Implement bias correction algorithms: Apply computational corrections to account for identified biases in the amplification process.
Use control selections: Include selections against unrelated targets to establish baseline amplification biases in the experimental system.
Research has shown that no significant amplification bias was present in well-designed experiments, and selection modes primarily arise from ligand binding rather than nucleotide-level effects .
While standardized protocols are essential for objective antibody evaluation, researchers should be aware of several limitations:
Cell line specificity: Results obtained in HAP1 cells may not translate directly to other cell types that express different levels of VPS35 or have different post-translational modifications .
Protocol constraints: Universal protocols may not capture antibody performance under all possible experimental conditions; modifications might be necessary for specific research questions .
Interpretation context: Antibody performance should be interpreted within the specific experimental setup and cell line used, as stated by the YCharOS initiative .
Absence of functional assays: Standard validation protocols focus on target recognition but may not assess how antibody binding affects protein function, which could be relevant for certain applications.
Advanced antibody engineering approaches for studying VPS35-retromer complex dynamics include:
Proximity-dependent labeling: Engineer VPS35 antibodies conjugated with enzymes like BioID or APEX2 to identify proteins that transiently interact with VPS35 in the retromer complex under different conditions.

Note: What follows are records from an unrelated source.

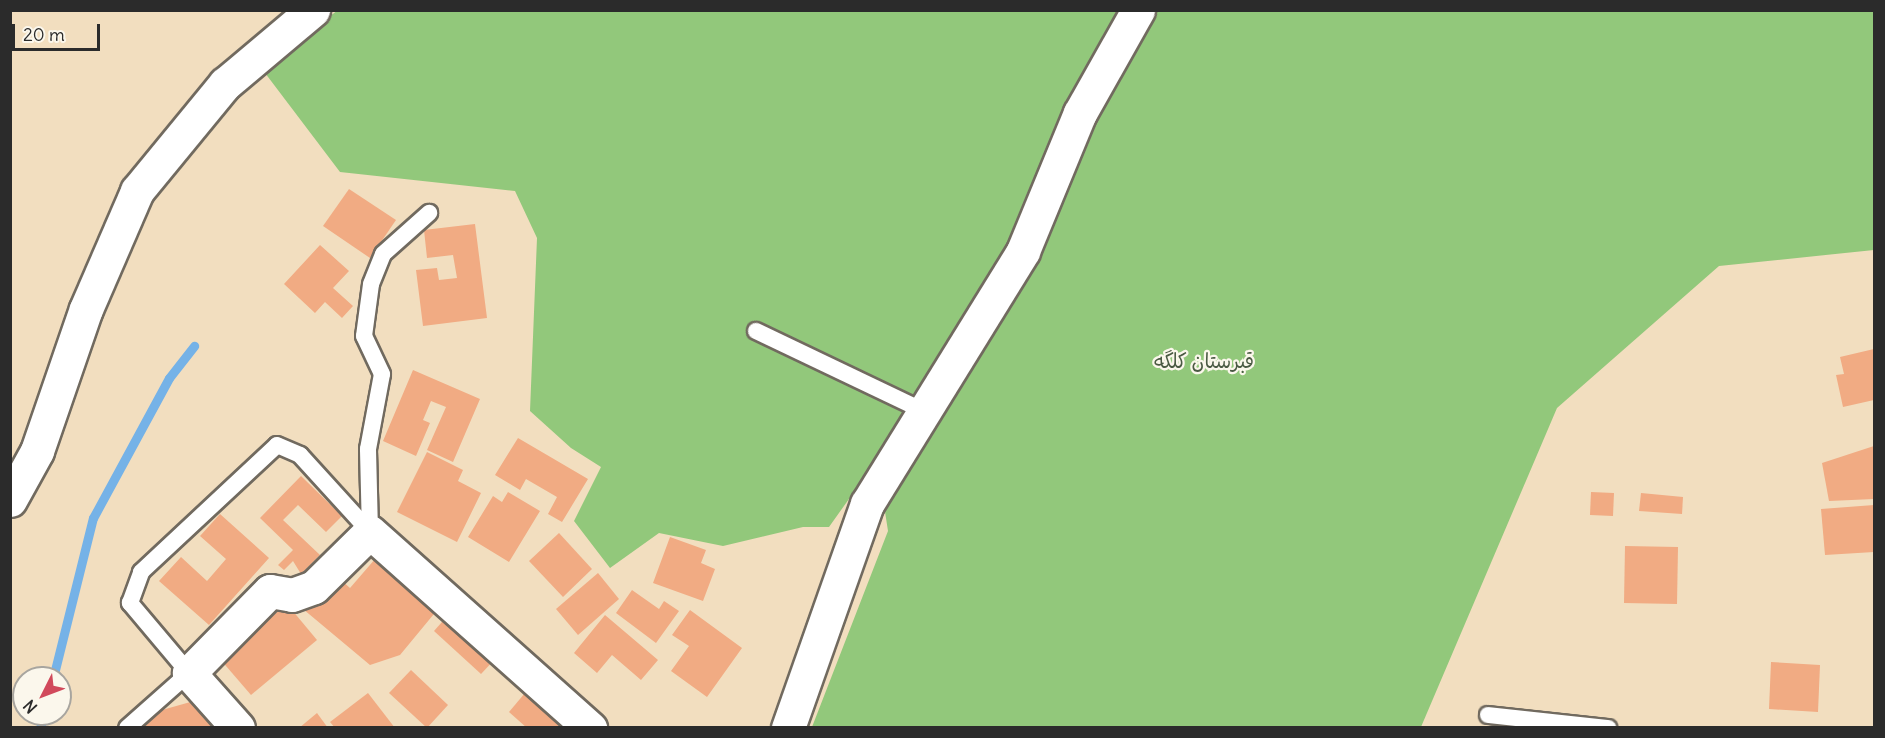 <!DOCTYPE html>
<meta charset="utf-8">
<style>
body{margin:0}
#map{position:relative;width:1885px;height:738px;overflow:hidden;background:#f2debf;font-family:Delius,"Playpen Sans Arabic",sans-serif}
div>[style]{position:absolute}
.green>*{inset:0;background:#92c87b}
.stream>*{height:9px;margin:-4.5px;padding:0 4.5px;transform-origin:4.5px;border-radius:4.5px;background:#75b2e7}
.building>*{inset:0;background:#f1ab83}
.roads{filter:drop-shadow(2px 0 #716a5f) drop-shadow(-2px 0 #716a5f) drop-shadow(0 2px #716a5f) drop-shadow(0 -2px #716a5f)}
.service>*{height:16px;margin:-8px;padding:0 8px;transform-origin:8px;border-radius:8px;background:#fff}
.minor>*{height:33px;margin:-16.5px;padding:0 16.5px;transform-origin:16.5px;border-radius:16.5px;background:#fff}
.tertiary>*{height:33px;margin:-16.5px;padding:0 16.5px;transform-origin:16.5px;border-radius:16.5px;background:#fff}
span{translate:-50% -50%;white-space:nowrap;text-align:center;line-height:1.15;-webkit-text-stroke:4.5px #fbf7ec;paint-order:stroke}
.park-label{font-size:20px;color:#4a5a43}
.frame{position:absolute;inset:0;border:12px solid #2b2b2b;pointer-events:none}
.north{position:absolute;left:12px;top:666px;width:60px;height:60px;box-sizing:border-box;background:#fbf7ec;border:2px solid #a8a59f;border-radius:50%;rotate:228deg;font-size:16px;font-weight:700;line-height:24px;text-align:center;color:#2b2b2b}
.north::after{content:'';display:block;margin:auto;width:21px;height:27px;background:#d1495b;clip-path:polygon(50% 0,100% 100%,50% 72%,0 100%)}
.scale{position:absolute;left:12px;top:24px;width:88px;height:27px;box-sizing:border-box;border:3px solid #2b2b2b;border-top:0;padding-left:8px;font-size:18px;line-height:21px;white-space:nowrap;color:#2b2b2b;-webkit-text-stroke:4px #fbf7ec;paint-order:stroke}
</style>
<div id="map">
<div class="green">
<i style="clip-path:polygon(338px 10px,1874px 11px,1874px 250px,1719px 266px,1557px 408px,1421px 727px,812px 727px,888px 531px,881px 486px,866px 475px,829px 527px,803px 527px,723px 546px,659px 533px,610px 568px,574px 521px,601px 467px,571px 448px,530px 411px,537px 238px,515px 191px,340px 172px,262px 69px)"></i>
</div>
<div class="stream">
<i style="left:53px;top:678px;width:165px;rotate:-76deg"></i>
<i style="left:93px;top:518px;width:159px;rotate:-61.5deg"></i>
<i style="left:169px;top:378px;width:41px;rotate:-52deg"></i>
<i style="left:40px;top:728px;width:15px;rotate:-74deg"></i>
</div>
<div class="building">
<i style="clip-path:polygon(349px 189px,396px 220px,370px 258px,323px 226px)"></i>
<i style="clip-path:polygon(475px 224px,487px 318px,423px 326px,416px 270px,437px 268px,439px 280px,457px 278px,453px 255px,427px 258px,424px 230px)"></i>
<i style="clip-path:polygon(320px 245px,349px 271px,333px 288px,353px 306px,342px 318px,325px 302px,315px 313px,284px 284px)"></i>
<i style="clip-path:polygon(1874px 349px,1874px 400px,1843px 407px,1836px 375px,1844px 374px,1840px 357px)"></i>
<i style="clip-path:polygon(413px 370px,480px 399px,453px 462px,427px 450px,446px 407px,431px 401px,423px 420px,430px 423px,416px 456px,383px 441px)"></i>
<i style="clip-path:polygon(518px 438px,588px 479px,562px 522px,548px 514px,557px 497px,526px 479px,520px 490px,495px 475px)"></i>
<i style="clip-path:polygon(1874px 446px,1874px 499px,1829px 501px,1822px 463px)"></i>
<i style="clip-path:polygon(427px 452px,463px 470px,458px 481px,481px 493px,457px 542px,397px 512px)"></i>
<i style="clip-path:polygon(301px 476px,342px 516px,326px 532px,298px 505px,283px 520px,320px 555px,301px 574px,293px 561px,284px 570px,278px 565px,293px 550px,260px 518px)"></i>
<i style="clip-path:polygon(508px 492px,540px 511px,509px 562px,468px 537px,493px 496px,502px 502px)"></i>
<i style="clip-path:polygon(1591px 492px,1614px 493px,1613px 516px,1590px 515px)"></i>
<i style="clip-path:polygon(1641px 493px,1683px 497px,1682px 514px,1639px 511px)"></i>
<i style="clip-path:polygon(1874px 505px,1874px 552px,1825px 555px,1821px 509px)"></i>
<i style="clip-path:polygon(220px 514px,269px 558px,209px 625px,159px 581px,181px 557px,207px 581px,226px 559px,200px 536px)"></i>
<i style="clip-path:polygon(559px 533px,592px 569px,563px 597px,529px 561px)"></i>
<i style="clip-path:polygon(670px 537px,706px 550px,701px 563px,715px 569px,703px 601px,653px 583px)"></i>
<i style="clip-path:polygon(1625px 546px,1678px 547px,1677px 604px,1624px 603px)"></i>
<i style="clip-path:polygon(382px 551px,443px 603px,400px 655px,370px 665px,303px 609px,333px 573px,350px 588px)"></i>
<i style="clip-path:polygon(598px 573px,619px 599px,578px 635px,556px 609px)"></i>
<i style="clip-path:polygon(632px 590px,659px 609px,664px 601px,679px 611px,656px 643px,616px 613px)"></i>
<i style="clip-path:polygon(287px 604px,317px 640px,251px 695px,220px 659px)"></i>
<i style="clip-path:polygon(690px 610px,742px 648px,707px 697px,671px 671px,689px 646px,672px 635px)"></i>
<i style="clip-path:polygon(449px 614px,496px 658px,481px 674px,434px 631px)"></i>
<i style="clip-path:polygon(605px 615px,658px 660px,641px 680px,612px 655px,597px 673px,574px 653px)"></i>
<i style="clip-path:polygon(1771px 662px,1820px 665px,1818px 712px,1769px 709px)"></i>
<i style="clip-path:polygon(411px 670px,448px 705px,427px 728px,389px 693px)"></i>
<i style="clip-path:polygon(530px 687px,578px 728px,527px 728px,509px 712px)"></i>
<i style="clip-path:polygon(368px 693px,395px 728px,335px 728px,330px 722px)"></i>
<i style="clip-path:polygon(201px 699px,212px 728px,144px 728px,155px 712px)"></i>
<i style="clip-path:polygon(317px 713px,328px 728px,299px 728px)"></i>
</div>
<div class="roads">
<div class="service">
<i style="left:756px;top:331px;width:188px;rotate:25.5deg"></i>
<i style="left:1488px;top:715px;width:121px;rotate:6.2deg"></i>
<i style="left:127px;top:728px;width:83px;rotate:-41.6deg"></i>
<i style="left:189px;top:673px;width:92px;rotate:-130.1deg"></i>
<i style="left:130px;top:603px;width:33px;rotate:-70deg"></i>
<i style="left:141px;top:572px;width:186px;rotate:-43deg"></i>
<i style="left:277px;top:445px;width:25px;rotate:23deg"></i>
<i style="left:300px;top:455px;width:104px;rotate:47.7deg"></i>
<i style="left:370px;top:532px;width:83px;rotate:-91.4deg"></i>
<i style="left:368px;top:449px;width:76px;rotate:-79.4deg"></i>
<i style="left:382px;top:374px;width:42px;rotate:-115.3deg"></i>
<i style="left:364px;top:336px;width:52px;rotate:-82.3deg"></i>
<i style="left:371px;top:284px;width:32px;rotate:-68deg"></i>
<i style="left:383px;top:254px;width:62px;rotate:-41.7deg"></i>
</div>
<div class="minor">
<i style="left:238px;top:728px;width:74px;rotate:-131.7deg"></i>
<i style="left:189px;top:673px;width:115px;rotate:-45.4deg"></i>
<i style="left:270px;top:591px;width:22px;rotate:10deg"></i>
<i style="left:292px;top:595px;width:23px;rotate:-20deg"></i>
<i style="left:314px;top:587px;width:78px;rotate:-44.5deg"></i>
<i style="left:370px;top:532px;width:295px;rotate:41.7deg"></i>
<i style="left:788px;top:728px;width:238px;rotate:-70.6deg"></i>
<i style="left:867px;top:504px;width:297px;rotate:-58.3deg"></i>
<i style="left:1023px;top:251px;width:149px;rotate:-67.6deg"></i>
<i style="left:1080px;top:113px;width:118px;rotate:-60.6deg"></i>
</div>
<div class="tertiary">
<i style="left:10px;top:500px;width:56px;rotate:-61.1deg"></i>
<i style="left:37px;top:451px;width:150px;rotate:-71deg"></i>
<i style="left:86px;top:309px;width:129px;rotate:-66.6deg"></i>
<i style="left:137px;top:191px;width:139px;rotate:-50.6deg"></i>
<i style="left:225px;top:84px;width:115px;rotate:-40.1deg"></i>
</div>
</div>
<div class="park-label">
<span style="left:1204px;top:360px">قبرستان کلگه</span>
</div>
<div class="frame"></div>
<div class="north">N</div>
<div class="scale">20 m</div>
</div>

Split reporter systems: Develop antibody fragments that recognize different components of the retromer complex, each conjugated with half of a reporter protein (like split GFP) to visualize complex assembly in real-time.
Intrabodies: Design antibodies that can function inside living cells to track VPS35 dynamics without fixation artifacts.
Conditional binding: Create antibodies that bind VPS35 only under specific cellular conditions (pH, redox state) to monitor how these conditions affect retromer assembly.
These approaches would significantly advance our understanding of how the D620N mutation in VPS35 affects retromer complex formation and function in Parkinson's disease.
Innovative combinations of VPS35 antibodies with other research tools offer promising approaches to elucidate PARK17 pathogenesis:
Antibodies with live-cell imaging: Combine VPS35 antibody fragments with emerging live-cell super-resolution microscopy techniques to visualize retromer trafficking in real-time.
Antibody-guided CRISPR screens: Use VPS35 antibodies to isolate retromer complexes and identify synthetic lethal interactions through targeted CRISPR screens in cells expressing WT versus D620N VPS35.
Antibody-based proteomics: Employ VPS35 antibodies in proximity labeling approaches to map the changing interactome of mutant versus wild-type VPS35 under different cellular stresses.
Single-cell analysis with antibody detection: Combine VPS35 antibody-based detection with single-cell transcriptomics to correlate VPS35 protein levels/localization with gene expression patterns in neurons.
These integrative approaches could provide multi-dimensional insights into how VPS35 mutations lead to neurodegeneration and identify potential therapeutic intervention points.